Saved data entries:

+ + + + + + +

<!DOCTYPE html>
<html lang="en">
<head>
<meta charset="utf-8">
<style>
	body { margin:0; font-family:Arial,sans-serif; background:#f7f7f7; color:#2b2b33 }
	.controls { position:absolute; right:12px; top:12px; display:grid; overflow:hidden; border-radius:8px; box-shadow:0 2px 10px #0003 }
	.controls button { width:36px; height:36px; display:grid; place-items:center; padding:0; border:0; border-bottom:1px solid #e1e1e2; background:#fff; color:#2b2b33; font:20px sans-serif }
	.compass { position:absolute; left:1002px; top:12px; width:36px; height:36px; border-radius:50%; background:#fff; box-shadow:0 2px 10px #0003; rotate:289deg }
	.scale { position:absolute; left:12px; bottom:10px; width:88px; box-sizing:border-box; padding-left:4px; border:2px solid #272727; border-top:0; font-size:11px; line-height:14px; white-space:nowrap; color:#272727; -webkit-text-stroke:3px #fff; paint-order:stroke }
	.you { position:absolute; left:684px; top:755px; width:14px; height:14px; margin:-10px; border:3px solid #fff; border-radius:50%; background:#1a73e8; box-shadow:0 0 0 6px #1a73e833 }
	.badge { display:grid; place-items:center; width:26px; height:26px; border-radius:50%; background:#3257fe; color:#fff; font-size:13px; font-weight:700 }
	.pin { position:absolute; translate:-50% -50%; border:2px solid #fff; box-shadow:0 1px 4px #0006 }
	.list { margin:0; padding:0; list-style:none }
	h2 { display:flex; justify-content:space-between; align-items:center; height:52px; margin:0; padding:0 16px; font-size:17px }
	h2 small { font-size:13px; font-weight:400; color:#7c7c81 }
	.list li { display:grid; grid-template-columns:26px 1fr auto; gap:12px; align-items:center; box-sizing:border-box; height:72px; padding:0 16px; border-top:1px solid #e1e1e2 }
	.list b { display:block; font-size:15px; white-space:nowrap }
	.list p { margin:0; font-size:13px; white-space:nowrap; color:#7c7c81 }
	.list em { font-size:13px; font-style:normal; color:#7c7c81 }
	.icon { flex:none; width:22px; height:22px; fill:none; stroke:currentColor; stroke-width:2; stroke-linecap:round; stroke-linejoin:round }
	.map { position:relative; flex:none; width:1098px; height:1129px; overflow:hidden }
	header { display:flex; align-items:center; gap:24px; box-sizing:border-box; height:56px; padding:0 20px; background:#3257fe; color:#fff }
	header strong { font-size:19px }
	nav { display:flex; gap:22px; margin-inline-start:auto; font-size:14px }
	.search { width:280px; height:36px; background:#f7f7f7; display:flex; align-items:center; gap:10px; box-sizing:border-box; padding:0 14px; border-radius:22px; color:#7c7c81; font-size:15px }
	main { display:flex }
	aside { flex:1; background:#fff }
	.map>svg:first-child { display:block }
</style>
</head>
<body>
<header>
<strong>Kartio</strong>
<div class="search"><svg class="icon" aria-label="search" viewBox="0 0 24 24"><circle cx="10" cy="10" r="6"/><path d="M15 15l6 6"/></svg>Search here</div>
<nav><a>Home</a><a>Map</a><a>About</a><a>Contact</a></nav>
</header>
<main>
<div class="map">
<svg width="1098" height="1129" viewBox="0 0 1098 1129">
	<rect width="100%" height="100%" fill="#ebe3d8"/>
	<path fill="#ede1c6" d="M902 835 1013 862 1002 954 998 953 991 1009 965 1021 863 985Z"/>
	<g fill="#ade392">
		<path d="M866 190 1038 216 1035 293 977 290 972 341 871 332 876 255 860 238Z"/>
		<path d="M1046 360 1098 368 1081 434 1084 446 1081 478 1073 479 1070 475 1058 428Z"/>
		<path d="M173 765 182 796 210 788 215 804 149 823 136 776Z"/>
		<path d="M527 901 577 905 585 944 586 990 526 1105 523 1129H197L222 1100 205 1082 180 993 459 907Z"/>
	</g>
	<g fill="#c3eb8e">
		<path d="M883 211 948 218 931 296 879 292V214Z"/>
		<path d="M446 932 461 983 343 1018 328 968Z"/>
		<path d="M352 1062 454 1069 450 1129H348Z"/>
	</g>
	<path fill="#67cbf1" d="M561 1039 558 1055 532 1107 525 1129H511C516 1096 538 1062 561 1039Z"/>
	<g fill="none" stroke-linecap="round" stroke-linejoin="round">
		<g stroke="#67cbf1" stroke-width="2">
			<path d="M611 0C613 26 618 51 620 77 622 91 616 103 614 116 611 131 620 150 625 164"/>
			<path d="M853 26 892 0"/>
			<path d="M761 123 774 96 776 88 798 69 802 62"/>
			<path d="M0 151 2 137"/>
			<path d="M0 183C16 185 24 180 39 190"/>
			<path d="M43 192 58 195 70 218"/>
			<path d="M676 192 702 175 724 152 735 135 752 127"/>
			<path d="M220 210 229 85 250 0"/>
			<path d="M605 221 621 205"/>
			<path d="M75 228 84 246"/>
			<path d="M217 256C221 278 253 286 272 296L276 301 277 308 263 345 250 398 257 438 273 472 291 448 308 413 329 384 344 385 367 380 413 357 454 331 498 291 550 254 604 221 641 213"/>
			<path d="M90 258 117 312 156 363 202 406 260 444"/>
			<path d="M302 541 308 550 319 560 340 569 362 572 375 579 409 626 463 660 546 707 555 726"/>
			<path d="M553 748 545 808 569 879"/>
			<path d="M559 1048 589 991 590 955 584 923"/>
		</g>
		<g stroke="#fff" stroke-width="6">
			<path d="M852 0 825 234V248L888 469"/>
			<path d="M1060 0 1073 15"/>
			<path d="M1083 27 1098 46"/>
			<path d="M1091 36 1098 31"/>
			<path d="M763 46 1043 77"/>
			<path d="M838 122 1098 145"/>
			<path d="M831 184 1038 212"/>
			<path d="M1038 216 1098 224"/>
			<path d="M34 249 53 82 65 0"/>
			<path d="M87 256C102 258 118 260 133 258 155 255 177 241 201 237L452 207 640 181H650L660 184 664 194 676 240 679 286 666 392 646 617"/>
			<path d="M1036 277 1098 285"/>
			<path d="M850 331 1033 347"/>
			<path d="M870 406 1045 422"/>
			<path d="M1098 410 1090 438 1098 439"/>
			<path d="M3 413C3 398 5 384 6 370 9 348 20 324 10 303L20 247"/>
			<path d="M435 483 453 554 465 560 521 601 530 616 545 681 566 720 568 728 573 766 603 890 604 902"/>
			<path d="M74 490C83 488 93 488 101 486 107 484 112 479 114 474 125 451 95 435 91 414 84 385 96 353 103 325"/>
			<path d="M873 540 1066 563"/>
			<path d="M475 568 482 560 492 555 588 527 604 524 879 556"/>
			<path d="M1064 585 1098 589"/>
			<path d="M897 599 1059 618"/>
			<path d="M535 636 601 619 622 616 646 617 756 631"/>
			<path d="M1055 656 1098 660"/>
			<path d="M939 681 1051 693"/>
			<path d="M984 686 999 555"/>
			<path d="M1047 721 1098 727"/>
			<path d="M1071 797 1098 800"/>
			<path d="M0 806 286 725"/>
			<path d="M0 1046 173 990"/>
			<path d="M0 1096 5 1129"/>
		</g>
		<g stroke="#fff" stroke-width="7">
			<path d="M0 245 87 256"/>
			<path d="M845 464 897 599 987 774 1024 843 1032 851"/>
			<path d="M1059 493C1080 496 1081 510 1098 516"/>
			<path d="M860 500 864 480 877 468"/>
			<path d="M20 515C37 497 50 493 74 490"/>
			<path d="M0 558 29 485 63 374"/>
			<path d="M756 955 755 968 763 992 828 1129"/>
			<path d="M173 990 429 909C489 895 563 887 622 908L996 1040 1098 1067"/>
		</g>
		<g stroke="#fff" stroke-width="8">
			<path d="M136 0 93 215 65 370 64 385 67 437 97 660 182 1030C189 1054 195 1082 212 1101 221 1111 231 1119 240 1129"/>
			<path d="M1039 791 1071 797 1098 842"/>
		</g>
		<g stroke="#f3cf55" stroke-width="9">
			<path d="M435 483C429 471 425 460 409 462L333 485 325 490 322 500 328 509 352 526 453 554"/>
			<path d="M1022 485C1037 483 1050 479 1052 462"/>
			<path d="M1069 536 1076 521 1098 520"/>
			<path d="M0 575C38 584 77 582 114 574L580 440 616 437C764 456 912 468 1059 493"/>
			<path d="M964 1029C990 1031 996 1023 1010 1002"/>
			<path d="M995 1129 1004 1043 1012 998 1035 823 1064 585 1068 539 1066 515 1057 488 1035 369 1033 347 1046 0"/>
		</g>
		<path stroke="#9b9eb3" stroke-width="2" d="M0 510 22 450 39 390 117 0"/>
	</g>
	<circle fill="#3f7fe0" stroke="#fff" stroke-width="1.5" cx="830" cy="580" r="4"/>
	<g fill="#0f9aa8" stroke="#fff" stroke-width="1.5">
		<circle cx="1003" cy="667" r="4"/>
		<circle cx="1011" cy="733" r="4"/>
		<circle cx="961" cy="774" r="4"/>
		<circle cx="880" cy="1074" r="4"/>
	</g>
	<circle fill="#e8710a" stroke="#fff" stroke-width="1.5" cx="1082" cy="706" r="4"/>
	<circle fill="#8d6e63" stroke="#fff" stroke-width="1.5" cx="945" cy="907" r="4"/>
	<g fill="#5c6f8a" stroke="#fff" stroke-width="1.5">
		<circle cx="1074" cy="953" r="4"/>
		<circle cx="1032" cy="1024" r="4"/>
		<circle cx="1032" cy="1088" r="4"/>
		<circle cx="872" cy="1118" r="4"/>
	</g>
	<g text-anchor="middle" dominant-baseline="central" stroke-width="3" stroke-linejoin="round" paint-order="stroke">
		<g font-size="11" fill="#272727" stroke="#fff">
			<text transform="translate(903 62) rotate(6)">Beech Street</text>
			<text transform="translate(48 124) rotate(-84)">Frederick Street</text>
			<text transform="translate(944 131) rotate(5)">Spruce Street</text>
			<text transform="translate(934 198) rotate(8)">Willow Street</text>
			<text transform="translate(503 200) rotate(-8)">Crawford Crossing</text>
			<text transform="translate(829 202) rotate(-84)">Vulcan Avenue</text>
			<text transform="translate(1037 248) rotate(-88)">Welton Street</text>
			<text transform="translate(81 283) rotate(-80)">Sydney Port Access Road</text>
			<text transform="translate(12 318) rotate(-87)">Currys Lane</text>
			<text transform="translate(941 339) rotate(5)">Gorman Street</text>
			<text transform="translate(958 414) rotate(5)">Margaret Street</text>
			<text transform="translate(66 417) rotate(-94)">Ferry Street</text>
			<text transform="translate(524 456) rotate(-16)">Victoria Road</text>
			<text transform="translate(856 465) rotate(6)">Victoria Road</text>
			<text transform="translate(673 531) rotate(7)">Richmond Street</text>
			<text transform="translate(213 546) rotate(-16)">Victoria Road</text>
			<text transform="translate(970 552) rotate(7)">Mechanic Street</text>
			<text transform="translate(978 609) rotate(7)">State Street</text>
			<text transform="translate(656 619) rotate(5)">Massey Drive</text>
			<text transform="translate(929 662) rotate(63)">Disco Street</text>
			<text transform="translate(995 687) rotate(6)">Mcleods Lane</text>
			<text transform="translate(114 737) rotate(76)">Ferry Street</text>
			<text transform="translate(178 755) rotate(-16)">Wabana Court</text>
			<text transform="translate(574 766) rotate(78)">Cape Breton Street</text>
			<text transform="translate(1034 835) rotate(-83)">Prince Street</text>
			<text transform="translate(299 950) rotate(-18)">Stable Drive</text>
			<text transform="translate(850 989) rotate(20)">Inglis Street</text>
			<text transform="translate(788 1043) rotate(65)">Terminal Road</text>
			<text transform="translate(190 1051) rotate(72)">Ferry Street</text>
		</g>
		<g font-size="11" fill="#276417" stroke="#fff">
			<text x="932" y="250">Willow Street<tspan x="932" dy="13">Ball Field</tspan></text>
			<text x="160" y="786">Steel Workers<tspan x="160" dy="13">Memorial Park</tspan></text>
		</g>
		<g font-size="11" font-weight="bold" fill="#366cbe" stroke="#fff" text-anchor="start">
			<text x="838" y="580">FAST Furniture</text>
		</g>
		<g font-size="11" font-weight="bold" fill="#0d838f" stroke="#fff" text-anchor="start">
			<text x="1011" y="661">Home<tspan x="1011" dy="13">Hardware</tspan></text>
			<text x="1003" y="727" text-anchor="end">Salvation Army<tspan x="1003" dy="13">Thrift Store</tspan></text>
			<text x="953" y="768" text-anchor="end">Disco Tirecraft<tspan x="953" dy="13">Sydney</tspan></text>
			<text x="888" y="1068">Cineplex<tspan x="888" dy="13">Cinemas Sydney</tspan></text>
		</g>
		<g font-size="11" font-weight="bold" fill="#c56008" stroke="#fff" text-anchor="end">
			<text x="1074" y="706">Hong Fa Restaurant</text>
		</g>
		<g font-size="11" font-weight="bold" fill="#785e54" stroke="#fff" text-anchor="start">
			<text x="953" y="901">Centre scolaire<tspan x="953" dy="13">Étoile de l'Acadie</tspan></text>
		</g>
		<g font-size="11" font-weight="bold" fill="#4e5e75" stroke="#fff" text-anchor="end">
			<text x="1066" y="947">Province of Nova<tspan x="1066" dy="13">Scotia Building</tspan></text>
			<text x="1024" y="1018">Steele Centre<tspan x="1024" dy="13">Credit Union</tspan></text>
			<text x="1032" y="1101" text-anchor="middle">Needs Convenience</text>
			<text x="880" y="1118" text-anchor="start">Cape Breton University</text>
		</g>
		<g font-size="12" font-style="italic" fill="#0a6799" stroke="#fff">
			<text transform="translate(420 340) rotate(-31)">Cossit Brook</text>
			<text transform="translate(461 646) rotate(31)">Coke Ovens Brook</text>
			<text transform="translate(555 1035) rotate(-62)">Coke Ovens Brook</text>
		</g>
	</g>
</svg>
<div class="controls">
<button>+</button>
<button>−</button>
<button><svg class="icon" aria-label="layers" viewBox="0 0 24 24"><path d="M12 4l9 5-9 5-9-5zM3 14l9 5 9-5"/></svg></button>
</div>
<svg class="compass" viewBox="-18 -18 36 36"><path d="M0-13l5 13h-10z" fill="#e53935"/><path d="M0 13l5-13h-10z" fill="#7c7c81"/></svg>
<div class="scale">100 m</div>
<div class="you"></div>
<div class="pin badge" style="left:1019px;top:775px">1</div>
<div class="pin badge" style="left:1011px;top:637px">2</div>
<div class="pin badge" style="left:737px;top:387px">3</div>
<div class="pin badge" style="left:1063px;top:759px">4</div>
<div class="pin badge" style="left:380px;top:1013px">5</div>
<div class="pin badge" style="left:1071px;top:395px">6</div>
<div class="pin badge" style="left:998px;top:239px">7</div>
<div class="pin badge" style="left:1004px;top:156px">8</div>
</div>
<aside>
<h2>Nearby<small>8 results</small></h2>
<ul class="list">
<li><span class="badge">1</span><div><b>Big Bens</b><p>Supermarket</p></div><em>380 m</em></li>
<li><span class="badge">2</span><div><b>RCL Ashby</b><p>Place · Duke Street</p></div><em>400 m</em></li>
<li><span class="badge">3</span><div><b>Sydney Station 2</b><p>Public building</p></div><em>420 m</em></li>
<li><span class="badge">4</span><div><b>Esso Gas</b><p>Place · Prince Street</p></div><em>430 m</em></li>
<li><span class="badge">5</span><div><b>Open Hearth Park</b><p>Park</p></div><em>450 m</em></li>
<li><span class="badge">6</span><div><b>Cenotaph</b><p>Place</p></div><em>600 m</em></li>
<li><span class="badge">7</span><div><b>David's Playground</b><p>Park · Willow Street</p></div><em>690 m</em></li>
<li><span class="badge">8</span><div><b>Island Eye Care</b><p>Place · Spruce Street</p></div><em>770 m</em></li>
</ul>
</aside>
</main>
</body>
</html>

+ + + + + + +

WHAT YOU ARE ASKED TO DO =
The entries above hold the needed span. Transcribe exactly the lines from the one with "font-size:13px; font-style:normal; color:#7c7c81" to the one with "932 461 983", both included.

WORKED SOLUTION =
	.list em { font-size:13px; font-style:normal; color:#7c7c81 }
	.icon { flex:none; width:22px; height:22px; fill:none; stroke:currentColor; stroke-width:2; stroke-linecap:round; stroke-linejoin:round }
	.map { position:relative; flex:none; width:1098px; height:1129px; overflow:hidden }
	header { display:flex; align-items:center; gap:24px; box-sizing:border-box; height:56px; padding:0 20px; background:#3257fe; color:#fff }
	header strong { font-size:19px }
	nav { display:flex; gap:22px; margin-inline-start:auto; font-size:14px }
	.search { width:280px; height:36px; background:#f7f7f7; display:flex; align-items:center; gap:10px; box-sizing:border-box; padding:0 14px; border-radius:22px; color:#7c7c81; font-size:15px }
	main { display:flex }
	aside { flex:1; background:#fff }
	.map>svg:first-child { display:block }
</style>
</head>
<body>
<header>
<strong>Kartio</strong>
<div class="search"><svg class="icon" aria-label="search" viewBox="0 0 24 24"><circle cx="10" cy="10" r="6"/><path d="M15 15l6 6"/></svg>Search here</div>
<nav><a>Home</a><a>Map</a><a>About</a><a>Contact</a></nav>
</header>
<main>
<div class="map">
<svg width="1098" height="1129" viewBox="0 0 1098 1129">
	<rect width="100%" height="100%" fill="#ebe3d8"/>
	<path fill="#ede1c6" d="M902 835 1013 862 1002 954 998 953 991 1009 965 1021 863 985Z"/>
	<g fill="#ade392">
		<path d="M866 190 1038 216 1035 293 977 290 972 341 871 332 876 255 860 238Z"/>
		<path d="M1046 360 1098 368 1081 434 1084 446 1081 478 1073 479 1070 475 1058 428Z"/>
		<path d="M173 765 182 796 210 788 215 804 149 823 136 776Z"/>
		<path d="M527 901 577 905 585 944 586 990 526 1105 523 1129H197L222 1100 205 1082 180 993 459 907Z"/>
	</g>
	<g fill="#c3eb8e">
		<path d="M883 211 948 218 931 296 879 292V214Z"/>
		<path d="M446 932 461 983 343 1018 328 968Z"/>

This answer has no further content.